(Stored data entries)
· · ·
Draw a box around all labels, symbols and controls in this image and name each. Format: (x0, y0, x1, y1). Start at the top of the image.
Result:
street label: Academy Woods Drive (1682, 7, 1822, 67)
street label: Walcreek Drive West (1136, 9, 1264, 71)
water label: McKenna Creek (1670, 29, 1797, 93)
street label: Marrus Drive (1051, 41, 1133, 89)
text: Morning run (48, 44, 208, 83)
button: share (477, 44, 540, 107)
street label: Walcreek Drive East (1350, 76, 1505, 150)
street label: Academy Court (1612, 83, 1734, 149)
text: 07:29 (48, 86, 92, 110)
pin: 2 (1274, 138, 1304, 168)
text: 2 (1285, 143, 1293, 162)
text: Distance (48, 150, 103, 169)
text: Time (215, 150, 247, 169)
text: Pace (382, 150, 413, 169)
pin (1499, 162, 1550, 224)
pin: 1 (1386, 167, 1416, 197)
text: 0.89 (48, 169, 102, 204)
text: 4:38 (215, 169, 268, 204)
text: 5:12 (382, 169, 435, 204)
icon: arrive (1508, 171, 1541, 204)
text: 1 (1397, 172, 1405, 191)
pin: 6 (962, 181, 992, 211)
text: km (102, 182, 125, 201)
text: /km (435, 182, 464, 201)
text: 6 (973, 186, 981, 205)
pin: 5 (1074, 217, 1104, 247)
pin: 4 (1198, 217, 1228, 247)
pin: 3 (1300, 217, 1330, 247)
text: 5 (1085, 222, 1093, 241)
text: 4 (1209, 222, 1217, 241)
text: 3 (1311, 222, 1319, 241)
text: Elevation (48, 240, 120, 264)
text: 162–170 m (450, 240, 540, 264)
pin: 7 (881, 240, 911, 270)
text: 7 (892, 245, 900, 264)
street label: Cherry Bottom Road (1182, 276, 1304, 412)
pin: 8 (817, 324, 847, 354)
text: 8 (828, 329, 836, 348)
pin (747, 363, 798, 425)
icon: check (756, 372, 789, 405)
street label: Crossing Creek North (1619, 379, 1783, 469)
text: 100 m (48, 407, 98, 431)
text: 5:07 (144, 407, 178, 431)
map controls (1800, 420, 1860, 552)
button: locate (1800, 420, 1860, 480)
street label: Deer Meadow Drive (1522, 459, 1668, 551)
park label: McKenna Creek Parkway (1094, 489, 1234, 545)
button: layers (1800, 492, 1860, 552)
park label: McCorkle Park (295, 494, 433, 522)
· · ·
■ Description of the task ■
Repeat the data in its entirety, word for word.

■ Exercise output ■
Draw a box around all labels, symbols and controls in this image and name each. Format: (x0, y0, x1, y1). Start at the top of the image.
Result:
street label: Academy Woods Drive (1682, 7, 1822, 67)
street label: Walcreek Drive West (1136, 9, 1264, 71)
water label: McKenna Creek (1670, 29, 1797, 93)
street label: Marrus Drive (1051, 41, 1133, 89)
text: Morning run (48, 44, 208, 83)
button: share (477, 44, 540, 107)
street label: Walcreek Drive East (1350, 76, 1505, 150)
street label: Academy Court (1612, 83, 1734, 149)
text: 07:29 (48, 86, 92, 110)
pin: 2 (1274, 138, 1304, 168)
text: 2 (1285, 143, 1293, 162)
text: Distance (48, 150, 103, 169)
text: Time (215, 150, 247, 169)
text: Pace (382, 150, 413, 169)
pin (1499, 162, 1550, 224)
pin: 1 (1386, 167, 1416, 197)
text: 0.89 (48, 169, 102, 204)
text: 4:38 (215, 169, 268, 204)
text: 5:12 (382, 169, 435, 204)
icon: arrive (1508, 171, 1541, 204)
text: 1 (1397, 172, 1405, 191)
pin: 6 (962, 181, 992, 211)
text: km (102, 182, 125, 201)
text: /km (435, 182, 464, 201)
text: 6 (973, 186, 981, 205)
pin: 5 (1074, 217, 1104, 247)
pin: 4 (1198, 217, 1228, 247)
pin: 3 (1300, 217, 1330, 247)
text: 5 (1085, 222, 1093, 241)
text: 4 (1209, 222, 1217, 241)
text: 3 (1311, 222, 1319, 241)
text: Elevation (48, 240, 120, 264)
text: 162–170 m (450, 240, 540, 264)
pin: 7 (881, 240, 911, 270)
text: 7 (892, 245, 900, 264)
street label: Cherry Bottom Road (1182, 276, 1304, 412)
pin: 8 (817, 324, 847, 354)
text: 8 (828, 329, 836, 348)
pin (747, 363, 798, 425)
icon: check (756, 372, 789, 405)
street label: Crossing Creek North (1619, 379, 1783, 469)
text: 100 m (48, 407, 98, 431)
text: 5:07 (144, 407, 178, 431)
map controls (1800, 420, 1860, 552)
button: locate (1800, 420, 1860, 480)
street label: Deer Meadow Drive (1522, 459, 1668, 551)
park label: McKenna Creek Parkway (1094, 489, 1234, 545)
button: layers (1800, 492, 1860, 552)
park label: McCorkle Park (295, 494, 433, 522)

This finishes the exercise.